START MATERIAL TO PROCESS

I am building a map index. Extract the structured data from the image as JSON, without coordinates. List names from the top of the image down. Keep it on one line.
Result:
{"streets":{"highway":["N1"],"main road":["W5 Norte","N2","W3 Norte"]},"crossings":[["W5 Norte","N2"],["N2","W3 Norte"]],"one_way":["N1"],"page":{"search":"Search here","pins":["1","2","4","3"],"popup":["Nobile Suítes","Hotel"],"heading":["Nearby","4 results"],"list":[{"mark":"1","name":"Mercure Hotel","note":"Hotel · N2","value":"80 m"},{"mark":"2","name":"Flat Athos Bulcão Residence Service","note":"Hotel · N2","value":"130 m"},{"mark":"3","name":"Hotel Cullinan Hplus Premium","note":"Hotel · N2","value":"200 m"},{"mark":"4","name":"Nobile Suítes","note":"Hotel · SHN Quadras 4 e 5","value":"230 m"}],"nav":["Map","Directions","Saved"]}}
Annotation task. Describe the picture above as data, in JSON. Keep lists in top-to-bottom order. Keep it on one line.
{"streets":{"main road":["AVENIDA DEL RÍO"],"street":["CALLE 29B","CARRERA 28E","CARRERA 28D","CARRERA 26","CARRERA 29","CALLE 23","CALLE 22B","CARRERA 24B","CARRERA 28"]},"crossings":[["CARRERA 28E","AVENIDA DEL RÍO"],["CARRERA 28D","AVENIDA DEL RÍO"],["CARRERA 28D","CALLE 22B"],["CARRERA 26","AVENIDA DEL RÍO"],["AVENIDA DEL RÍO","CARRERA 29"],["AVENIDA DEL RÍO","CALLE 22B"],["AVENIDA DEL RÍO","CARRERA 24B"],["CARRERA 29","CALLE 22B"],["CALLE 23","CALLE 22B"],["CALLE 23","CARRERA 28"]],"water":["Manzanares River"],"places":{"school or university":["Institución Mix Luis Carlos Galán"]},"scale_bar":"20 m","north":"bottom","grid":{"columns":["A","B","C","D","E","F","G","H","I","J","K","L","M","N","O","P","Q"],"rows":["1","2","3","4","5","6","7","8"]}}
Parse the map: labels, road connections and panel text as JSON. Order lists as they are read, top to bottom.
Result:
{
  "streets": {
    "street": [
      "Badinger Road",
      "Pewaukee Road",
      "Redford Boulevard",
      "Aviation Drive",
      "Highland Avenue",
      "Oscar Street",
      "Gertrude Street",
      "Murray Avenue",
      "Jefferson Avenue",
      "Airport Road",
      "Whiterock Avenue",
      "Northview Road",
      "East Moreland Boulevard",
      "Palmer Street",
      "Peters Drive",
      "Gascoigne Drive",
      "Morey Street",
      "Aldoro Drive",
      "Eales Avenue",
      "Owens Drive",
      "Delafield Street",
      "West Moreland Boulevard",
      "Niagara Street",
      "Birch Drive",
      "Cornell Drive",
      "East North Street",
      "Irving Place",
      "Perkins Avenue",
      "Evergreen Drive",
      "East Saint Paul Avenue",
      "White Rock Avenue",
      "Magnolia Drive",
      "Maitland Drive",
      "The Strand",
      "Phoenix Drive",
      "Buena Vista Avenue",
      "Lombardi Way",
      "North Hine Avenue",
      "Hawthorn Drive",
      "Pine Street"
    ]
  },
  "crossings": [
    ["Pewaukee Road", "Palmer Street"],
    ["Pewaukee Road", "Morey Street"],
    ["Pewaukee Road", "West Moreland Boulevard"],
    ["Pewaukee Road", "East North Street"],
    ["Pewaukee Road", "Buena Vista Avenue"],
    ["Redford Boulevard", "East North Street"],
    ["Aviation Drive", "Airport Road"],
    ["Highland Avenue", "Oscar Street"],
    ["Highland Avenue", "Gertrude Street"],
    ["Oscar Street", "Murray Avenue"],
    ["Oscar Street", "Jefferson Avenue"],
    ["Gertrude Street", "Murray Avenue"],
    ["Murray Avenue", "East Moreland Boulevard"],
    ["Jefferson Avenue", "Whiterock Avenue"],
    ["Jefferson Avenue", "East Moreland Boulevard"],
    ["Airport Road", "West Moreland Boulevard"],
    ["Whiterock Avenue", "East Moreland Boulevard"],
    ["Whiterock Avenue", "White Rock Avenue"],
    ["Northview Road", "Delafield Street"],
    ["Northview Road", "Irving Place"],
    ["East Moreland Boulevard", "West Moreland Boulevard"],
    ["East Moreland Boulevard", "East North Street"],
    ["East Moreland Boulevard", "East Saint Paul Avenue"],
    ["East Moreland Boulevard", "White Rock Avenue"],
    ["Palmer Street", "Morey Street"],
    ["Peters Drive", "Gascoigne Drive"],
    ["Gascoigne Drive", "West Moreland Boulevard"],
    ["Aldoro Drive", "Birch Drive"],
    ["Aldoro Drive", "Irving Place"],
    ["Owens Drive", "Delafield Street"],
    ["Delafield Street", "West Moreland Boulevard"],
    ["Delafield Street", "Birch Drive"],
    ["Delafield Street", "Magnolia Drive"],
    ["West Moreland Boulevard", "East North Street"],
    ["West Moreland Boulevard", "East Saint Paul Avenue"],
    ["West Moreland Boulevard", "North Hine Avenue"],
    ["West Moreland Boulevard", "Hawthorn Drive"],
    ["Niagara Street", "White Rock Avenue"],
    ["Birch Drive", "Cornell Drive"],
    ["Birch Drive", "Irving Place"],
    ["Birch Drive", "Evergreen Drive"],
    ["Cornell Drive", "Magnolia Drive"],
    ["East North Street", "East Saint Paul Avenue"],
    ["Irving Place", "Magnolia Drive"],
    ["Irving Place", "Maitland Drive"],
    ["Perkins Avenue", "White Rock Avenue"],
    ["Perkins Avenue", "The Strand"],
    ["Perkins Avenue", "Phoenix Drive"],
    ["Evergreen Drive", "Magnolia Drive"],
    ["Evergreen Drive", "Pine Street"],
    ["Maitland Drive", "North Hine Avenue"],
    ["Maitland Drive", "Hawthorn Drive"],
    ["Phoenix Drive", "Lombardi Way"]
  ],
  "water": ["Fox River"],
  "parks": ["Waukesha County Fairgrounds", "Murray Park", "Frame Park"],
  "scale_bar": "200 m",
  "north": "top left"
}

END MATERIAL TO PROCESS

*WORK INSTRUCTIONS:* Please return every line in the data that includes the string "Keep".

*YOUR RESPONSE:*
I am building a map index. Extract the structured data from the image as JSON, without coordinates. List names from the top of the image down. Keep it on one line.
Annotation task. Describe the picture above as data, in JSON. Keep lists in top-to-bottom order. Keep it on one line.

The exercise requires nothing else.